Monday, April 5, 2010

sided

It's a popular misconception that what distinguishes a Mobius strip is that it is "infinite," that it is "never-ending." A Mobius strip is no more never-ending than a loop of paper made without a half-twist is never-ending.

If you take a pencil to one-side of a regular loop and trace a line around, it will meet its end. You can keep going around and around the loop, but the line will pass its beginning every time. You will never run out of loop, but that doesn't mean it's infinite in length.

A Mobius strip is exactly the same. It's more difficult to get that pencil around the Klein bottle - the half-twist - but you will come again to the beginning of your line.

What distinguishes a Mobius strip from its cousin is that it only has one side. You can trace your line around a conventional loop all you like - but the inner side of the strip will remain untouched.
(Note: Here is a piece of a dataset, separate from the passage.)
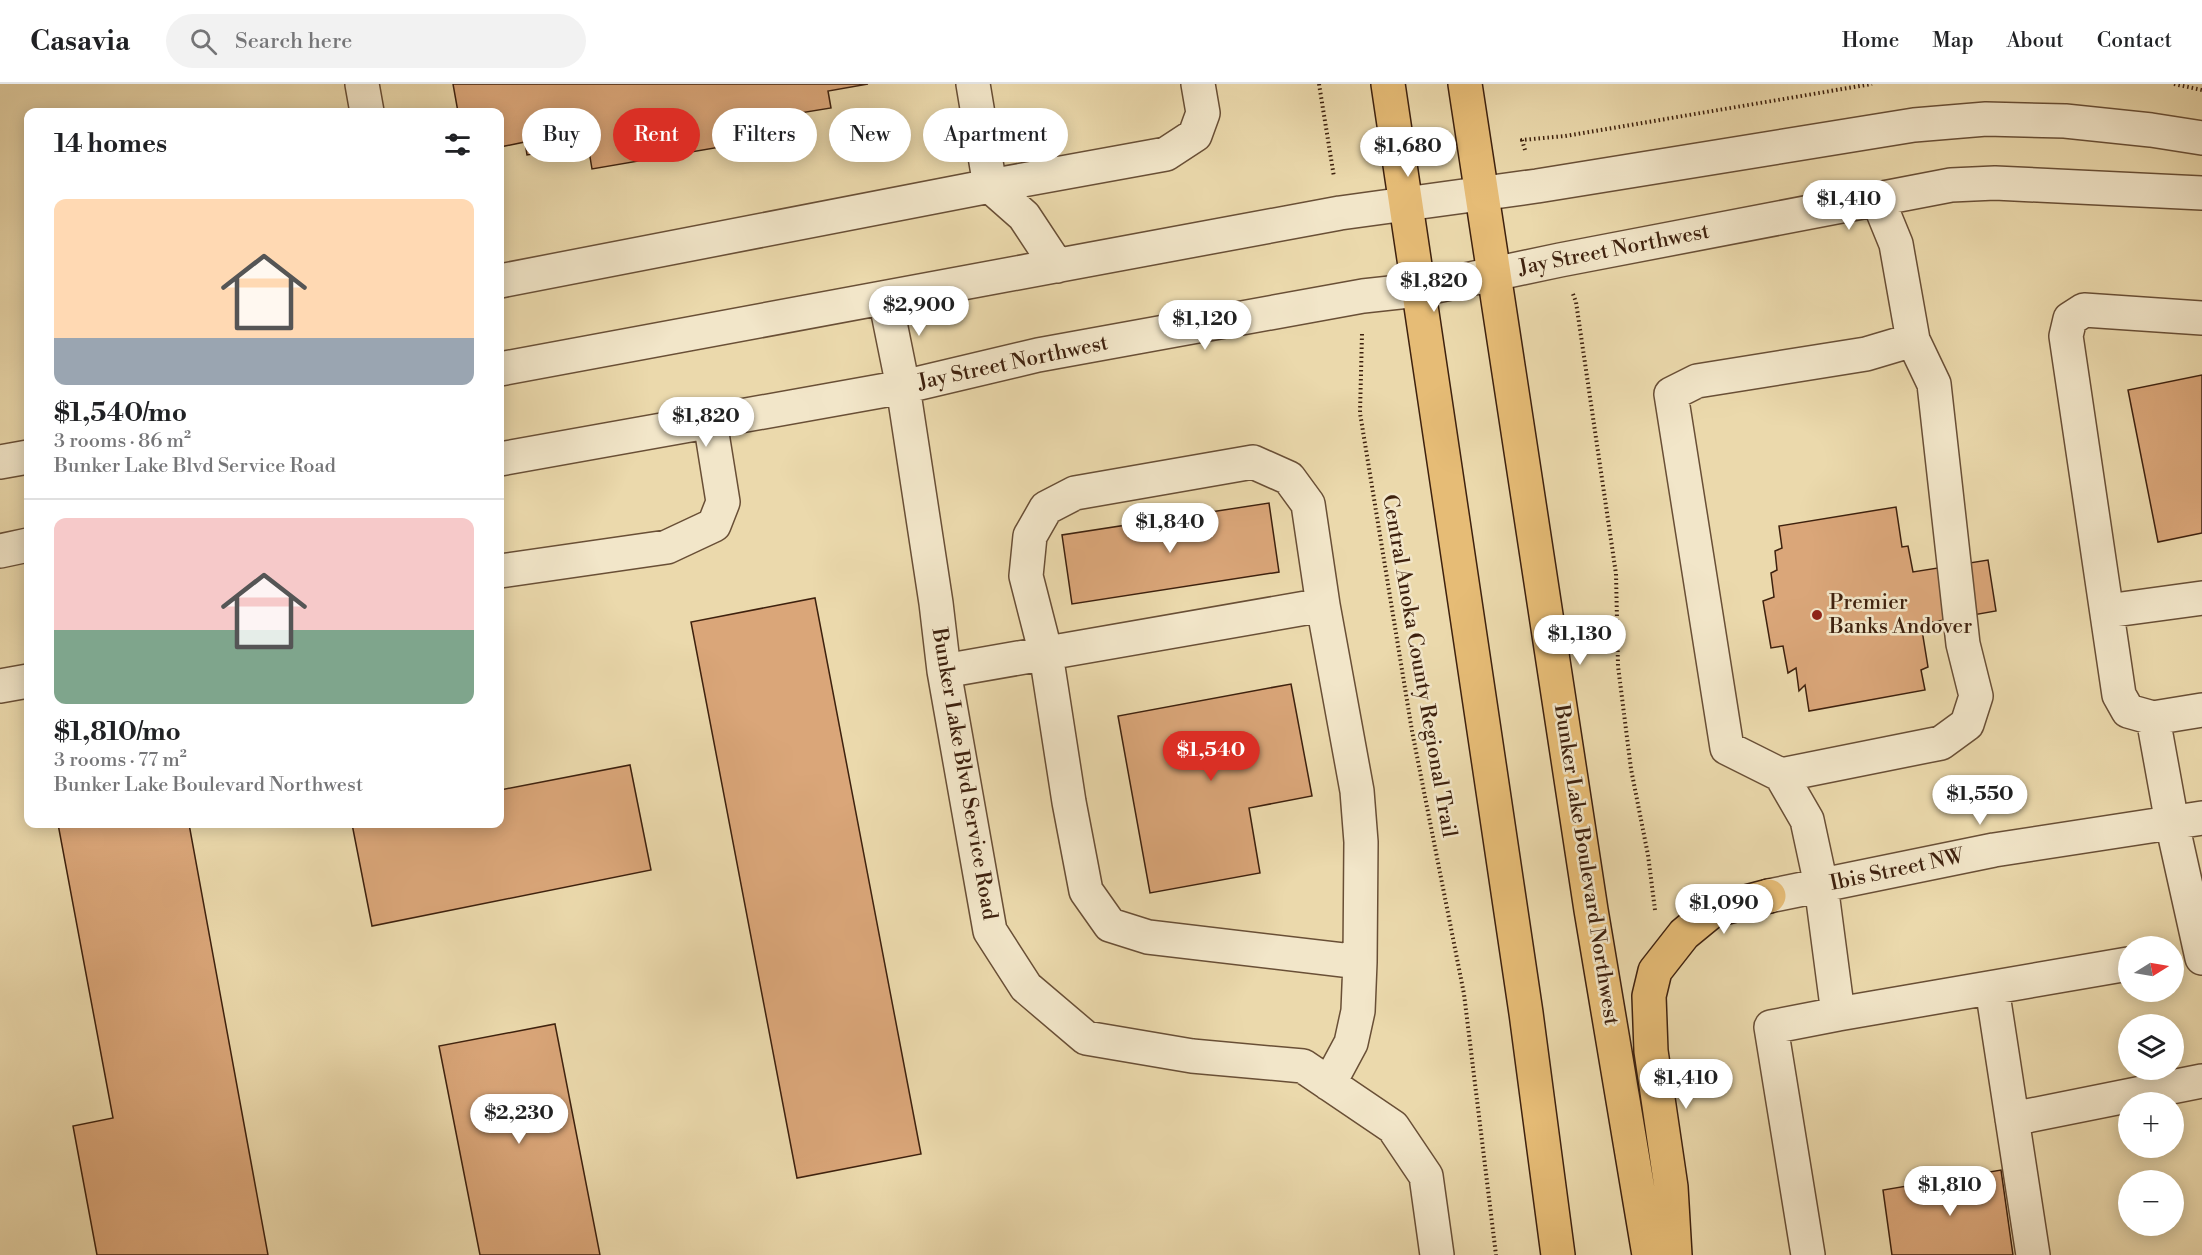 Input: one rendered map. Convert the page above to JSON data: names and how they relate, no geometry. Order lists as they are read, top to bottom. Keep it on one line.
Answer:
{"streets":{"main road":["Bunker Lake Boulevard Northwest"],"street":["Jay Street Northwest","Bunker Lake Blvd Service Road","Ibis Street NW"],"path":["Central Anoka County Regional Trail"]},"crossings":[["Jay Street Northwest","Central Anoka County Regional Trail"],["Jay Street Northwest","Bunker Lake Blvd Service Road"],["Jay Street Northwest","Bunker Lake Boulevard Northwest"]],"places":["Premier Banks Andover"],"north":"right","page":{"header":"Casavia","search":"Search here","nav":["Home","Map","About","Contact"],"chip":["Buy","Rent","Filters","New","Apartment"],"heading":"14 homes","price":["$1,680","$1,410","$1,820","$2,900","$1,120","$1,820","$1,840","$1,130","$1,540","$1,550","$1,090","$1,410","$2,230","$1,810"],"list":[{"name":"$1,540/mo","note":"3 rooms · 86 m² · Bunker Lake Blvd Service Road"},{"name":"$1,810/mo","note":"3 rooms · 77 m² · Bunker Lake Boulevard Northwest"}],"map_buttons":["+","−"]}}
Trace your way around a Mobius strip once, and you will cover what appear to be both sides - but if inside and outside are continuous, what you have yourself is a one-sided object.
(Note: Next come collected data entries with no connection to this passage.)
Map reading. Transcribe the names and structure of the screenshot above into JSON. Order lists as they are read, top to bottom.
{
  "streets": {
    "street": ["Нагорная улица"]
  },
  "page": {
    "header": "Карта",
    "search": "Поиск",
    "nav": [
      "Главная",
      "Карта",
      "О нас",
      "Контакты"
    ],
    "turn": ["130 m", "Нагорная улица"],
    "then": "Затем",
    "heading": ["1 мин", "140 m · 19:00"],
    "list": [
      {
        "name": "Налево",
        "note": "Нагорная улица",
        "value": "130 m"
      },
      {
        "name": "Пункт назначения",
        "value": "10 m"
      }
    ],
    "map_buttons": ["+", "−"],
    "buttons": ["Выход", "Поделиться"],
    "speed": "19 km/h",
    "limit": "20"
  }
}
What brought this to mind is a "Briefly Noted" review in The New Yorker, April 5, 2010, of Gina Welch's book In the Land of Believers. Welch, who grew up an atheist in California, goes to graduate school in Virginia and becomes a member of Jerry Falwell's Thomas Road Baptist Church. Her intentions are secular, but she finds herself moved by the human touch within the church (shades of Donna Minkowitz's 1998 book Ferocious Romance).

Here I quote The New Yorker quoting Welch: "Unlike human love, she realizes, God love is a 'Mobius strip... calm and complete, unflinching in the face of anything you could reveal about yourself.'"

No, I thought, another misuse of the Mobius concept. It would not indicate the infinite love of God in the face of all and anything. It would actually describe the love of God as one-sided no matter how far you travel. And Jerry Falwell's God seems to me one who demands one way, one path, one side - not a universal embracing.

On second consideration of the Welch quote, it occurred to me that the one-sided aspect of the Mobius strip might be what she intended after all - there is no dimension but God's dimension, you are of it even if you think you are on another side, it transcends your ordinary conception of reality.

I don't know which she means, but for my purposes I don't need to know. My interest is in presenting and knowing the Mobius loop properly. Does that mean Welch and I are on different sides of a loop, never touching? Or does it put us on a Mobius plane, co-existent?